When this xml is processed by the XMLConfiguration classes it will set the location of the directory that policy files are loaded up from and create the JettyPolicy object. Inside of the policy files you can use properties of the form ${jetty.home} in various locations, and the addProperty line in the xml above will set that property. If you want to use other ${} properties you may set them in the same way with a new <Call> element. Lastly the initialize method on the configurator is called which actually creates the SecurityManager, set the System Policy object (to our JettyPolicy class) and then form that point all, the jdk is locked down and checking permissions.

If you want to do this while your embedding jetty, odds are you are already up to speed on permissions and security managers, but if you would like to use our JettyPolicy implementation you are welcome to. To setup in embedded mode you can either use the configurator above or directly create the JettyPolicy object and set it to the System object.

A quick note, during your reading about how to initialize security managers and policy objects you might see the recommendations on setting these things on the java command line. That is a completely valid use case and the ultimate step for security, but for our purposes of just allowing webapps to declare their own policies it seemed a bit much. You can support that mechanism yourself when you invoke java or using the --exec option in the start.ini with the jetty-start project.

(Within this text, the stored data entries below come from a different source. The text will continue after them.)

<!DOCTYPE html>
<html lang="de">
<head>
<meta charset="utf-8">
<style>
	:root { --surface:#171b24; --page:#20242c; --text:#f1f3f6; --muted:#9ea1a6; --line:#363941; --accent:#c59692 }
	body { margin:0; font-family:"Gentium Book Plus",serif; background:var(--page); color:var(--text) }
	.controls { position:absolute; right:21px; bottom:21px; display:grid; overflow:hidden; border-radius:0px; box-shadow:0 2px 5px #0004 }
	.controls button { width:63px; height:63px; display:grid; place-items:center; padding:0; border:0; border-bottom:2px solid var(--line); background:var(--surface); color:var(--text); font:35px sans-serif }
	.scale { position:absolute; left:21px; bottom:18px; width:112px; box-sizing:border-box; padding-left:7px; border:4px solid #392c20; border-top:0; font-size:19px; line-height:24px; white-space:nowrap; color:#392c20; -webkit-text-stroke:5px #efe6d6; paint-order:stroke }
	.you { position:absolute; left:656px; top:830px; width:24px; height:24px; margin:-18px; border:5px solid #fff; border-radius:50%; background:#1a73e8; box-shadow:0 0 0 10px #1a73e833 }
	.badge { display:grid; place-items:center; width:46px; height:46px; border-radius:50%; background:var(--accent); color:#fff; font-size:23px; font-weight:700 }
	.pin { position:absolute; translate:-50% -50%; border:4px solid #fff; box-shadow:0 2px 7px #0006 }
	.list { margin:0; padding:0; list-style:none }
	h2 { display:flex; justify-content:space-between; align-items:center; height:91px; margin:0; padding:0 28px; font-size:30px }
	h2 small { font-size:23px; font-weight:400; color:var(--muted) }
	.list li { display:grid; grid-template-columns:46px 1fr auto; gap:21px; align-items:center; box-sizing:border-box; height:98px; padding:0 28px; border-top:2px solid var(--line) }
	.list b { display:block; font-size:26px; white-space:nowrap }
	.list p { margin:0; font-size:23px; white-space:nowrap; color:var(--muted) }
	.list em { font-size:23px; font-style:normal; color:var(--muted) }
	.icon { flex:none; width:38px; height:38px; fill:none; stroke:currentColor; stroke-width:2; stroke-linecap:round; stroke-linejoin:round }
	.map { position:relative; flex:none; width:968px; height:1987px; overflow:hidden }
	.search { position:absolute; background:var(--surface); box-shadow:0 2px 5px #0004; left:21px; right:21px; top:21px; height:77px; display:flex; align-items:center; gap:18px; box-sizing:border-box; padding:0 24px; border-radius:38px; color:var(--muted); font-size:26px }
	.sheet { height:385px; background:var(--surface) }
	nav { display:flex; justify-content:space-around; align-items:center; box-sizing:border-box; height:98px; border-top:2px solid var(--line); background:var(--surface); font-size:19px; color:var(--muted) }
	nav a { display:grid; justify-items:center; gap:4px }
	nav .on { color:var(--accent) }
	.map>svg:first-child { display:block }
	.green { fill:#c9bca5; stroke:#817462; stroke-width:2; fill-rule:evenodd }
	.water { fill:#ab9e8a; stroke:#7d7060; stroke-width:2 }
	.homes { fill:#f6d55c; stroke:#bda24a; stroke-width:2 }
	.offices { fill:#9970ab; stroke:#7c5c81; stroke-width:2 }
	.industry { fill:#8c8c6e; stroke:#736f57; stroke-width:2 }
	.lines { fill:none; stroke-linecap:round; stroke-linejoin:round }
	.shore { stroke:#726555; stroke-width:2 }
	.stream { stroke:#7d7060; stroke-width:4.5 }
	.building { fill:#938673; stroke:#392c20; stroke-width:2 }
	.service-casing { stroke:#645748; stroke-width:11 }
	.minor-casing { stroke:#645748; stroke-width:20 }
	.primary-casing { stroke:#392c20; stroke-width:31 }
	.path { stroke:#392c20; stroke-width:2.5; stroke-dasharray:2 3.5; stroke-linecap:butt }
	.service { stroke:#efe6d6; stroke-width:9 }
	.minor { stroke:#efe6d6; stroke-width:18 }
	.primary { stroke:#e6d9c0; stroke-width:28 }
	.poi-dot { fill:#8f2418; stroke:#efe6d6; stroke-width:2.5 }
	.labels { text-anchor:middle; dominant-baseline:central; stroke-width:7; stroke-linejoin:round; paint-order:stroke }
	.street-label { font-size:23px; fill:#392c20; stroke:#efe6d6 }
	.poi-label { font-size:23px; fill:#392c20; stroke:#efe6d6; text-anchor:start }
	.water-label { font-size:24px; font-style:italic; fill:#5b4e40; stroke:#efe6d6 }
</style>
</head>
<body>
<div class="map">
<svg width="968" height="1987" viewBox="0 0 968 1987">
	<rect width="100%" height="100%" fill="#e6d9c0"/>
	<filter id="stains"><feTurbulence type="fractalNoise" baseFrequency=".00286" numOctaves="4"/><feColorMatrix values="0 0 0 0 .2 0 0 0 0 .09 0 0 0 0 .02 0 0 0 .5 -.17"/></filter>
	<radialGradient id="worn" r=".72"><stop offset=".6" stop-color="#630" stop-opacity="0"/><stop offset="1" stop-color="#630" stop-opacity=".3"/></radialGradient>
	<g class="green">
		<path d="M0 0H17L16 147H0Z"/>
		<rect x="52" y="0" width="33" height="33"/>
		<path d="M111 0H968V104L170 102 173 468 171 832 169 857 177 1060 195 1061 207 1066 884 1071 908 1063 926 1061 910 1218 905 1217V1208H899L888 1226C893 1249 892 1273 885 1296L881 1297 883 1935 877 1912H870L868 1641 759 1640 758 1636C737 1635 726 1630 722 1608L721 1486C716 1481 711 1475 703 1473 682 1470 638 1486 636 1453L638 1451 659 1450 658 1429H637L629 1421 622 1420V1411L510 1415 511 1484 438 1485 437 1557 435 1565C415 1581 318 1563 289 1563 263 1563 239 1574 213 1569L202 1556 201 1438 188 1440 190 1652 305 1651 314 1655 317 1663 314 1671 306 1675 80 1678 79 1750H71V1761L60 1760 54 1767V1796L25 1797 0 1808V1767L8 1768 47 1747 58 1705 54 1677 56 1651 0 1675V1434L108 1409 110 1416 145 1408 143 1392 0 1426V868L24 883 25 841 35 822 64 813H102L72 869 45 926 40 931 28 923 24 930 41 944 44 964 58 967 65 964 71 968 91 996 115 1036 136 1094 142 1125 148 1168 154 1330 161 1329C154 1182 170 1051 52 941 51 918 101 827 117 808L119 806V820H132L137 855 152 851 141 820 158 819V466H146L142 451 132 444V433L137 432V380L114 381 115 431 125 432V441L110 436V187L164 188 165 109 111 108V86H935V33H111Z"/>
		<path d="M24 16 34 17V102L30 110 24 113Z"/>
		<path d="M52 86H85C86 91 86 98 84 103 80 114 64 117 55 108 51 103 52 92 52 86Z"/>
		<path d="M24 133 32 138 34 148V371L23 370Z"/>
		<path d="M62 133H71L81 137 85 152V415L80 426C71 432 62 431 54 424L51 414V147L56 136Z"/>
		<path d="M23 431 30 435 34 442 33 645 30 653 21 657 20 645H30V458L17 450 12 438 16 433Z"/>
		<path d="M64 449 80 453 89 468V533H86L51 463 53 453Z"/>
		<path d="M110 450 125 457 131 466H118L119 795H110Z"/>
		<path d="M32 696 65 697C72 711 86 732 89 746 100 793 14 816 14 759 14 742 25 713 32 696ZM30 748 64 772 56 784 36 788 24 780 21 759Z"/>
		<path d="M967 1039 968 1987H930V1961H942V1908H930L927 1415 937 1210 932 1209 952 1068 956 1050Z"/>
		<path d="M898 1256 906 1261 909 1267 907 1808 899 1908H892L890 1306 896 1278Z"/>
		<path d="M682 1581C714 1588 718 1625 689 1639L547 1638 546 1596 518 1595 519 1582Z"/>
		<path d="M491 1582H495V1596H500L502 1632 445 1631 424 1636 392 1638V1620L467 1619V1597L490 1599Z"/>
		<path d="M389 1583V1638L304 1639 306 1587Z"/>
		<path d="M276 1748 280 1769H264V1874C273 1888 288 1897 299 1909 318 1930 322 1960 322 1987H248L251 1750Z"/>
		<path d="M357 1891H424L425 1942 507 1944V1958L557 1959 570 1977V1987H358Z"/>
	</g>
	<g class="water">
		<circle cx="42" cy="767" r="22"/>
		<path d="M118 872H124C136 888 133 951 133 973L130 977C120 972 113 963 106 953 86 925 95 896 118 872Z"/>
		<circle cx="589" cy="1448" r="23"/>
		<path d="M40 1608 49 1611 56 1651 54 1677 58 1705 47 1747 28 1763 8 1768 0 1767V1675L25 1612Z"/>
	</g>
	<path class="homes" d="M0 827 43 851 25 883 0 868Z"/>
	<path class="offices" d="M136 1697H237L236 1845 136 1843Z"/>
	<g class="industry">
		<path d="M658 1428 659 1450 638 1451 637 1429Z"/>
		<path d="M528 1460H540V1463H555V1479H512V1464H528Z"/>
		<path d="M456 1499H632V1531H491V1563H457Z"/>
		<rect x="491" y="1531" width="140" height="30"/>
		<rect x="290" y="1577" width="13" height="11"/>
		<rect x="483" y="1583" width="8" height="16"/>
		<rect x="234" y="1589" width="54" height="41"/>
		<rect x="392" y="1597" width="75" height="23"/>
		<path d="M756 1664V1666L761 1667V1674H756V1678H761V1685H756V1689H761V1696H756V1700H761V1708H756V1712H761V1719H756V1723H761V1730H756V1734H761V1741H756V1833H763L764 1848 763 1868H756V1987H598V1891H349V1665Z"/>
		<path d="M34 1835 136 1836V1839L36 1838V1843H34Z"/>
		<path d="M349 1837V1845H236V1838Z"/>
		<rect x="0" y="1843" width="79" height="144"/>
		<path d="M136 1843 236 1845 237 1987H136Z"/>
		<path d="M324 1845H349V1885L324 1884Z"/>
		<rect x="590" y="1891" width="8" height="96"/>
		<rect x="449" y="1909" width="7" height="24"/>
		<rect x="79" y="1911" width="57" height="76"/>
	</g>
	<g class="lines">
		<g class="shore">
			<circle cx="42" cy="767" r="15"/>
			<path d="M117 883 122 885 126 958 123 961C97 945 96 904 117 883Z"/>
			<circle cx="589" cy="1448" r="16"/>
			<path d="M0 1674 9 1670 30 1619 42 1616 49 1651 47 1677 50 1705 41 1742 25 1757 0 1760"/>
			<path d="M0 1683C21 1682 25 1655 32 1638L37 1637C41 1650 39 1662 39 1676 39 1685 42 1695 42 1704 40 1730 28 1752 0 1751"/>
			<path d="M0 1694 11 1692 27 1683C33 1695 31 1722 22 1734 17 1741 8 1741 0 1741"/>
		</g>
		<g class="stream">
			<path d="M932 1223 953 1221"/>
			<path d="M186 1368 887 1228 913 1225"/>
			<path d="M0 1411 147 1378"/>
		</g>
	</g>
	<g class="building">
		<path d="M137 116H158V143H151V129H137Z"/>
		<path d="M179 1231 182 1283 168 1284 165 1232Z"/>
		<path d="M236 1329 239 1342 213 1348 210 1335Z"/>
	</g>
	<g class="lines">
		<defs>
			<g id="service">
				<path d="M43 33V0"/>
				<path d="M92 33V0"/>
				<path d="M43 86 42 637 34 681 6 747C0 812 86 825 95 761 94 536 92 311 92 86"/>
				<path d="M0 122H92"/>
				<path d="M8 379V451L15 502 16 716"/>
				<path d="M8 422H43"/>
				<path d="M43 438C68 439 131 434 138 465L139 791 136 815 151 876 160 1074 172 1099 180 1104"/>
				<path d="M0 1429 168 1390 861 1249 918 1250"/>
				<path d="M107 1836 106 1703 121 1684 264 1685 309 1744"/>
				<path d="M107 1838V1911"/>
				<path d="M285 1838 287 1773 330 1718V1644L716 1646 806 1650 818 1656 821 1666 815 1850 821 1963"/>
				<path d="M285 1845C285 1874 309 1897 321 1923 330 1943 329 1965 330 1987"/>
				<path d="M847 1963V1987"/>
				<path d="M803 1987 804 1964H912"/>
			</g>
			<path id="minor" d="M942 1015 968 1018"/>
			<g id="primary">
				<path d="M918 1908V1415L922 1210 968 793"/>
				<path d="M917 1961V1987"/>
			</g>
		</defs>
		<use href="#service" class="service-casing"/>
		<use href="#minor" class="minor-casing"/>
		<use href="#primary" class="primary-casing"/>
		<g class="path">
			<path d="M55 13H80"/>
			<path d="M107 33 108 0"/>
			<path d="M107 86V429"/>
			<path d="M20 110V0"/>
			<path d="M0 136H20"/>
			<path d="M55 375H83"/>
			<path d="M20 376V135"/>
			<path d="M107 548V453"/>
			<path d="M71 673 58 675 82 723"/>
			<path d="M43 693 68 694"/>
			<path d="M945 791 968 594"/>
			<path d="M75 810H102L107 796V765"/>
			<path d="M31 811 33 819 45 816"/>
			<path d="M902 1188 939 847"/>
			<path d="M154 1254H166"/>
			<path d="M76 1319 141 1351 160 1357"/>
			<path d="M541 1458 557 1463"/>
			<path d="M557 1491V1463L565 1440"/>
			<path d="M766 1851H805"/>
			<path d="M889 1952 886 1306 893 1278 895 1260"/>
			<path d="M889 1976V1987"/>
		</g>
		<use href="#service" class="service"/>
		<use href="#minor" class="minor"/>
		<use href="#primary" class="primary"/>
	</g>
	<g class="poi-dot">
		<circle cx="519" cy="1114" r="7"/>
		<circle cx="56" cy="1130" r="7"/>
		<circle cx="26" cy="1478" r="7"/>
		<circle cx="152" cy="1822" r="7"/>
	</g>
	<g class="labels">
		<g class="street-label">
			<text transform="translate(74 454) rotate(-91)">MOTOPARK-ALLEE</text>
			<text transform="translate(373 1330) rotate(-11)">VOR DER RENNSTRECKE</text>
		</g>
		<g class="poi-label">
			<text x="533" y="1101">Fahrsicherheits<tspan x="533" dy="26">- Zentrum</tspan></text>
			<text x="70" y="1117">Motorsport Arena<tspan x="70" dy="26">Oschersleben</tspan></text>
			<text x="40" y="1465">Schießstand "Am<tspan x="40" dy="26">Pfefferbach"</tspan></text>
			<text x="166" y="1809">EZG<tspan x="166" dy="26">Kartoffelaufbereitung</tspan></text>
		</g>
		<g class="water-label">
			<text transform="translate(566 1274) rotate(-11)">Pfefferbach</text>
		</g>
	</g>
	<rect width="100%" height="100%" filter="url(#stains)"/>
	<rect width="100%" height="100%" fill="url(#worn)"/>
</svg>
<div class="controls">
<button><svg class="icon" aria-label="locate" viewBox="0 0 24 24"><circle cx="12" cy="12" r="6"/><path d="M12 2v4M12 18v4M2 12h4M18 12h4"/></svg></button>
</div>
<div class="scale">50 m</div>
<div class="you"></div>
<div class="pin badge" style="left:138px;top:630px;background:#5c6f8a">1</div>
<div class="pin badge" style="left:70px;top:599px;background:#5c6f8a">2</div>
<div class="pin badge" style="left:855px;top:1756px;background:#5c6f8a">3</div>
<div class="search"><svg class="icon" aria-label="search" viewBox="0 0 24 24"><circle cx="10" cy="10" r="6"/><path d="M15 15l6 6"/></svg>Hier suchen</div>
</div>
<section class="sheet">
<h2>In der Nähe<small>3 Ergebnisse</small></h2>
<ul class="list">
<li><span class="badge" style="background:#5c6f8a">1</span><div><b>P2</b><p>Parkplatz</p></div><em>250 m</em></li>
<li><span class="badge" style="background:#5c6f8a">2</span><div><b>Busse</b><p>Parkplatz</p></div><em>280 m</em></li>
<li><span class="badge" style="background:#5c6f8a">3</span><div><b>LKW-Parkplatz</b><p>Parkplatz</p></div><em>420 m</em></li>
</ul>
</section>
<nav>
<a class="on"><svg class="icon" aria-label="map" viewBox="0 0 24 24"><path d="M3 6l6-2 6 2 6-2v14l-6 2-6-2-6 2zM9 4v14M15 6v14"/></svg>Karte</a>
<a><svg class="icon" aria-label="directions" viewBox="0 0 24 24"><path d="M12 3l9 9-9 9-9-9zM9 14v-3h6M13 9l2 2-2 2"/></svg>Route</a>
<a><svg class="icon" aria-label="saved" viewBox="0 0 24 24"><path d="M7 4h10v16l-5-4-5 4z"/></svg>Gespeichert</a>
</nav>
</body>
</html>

Why a jetty-start.policy file?

The jetty start project is a standalone project for launching java code. It leverages the jetty-xml artifact which is really a snazzy implementation of processing xml code as java code, its how jetty has been started up in the traditional sense for years. Anyway, because jetty-start (otherwise known as the start.jar in the root of the distribution) is outside of the lib/- codesource declaration, i would actually be at the root of most any stack trace for the purposes of permission declaration. Since the xml code can never call back to the start classes, and jetty itself when started can't call back to those classes, we have the jetty-start.policy configured with just what is required the for the start code to execution. Immediately before control is passed over to the XMLConfiguration objects we invoke the AccessController with the doPrivledged() action, this acts as a barrier when the execution stack is checked for permissions. What this means in practice is that you do not have to declare permissions that your webapp might need for the start.jar codebase. That is why we have the jetty-start.policy file.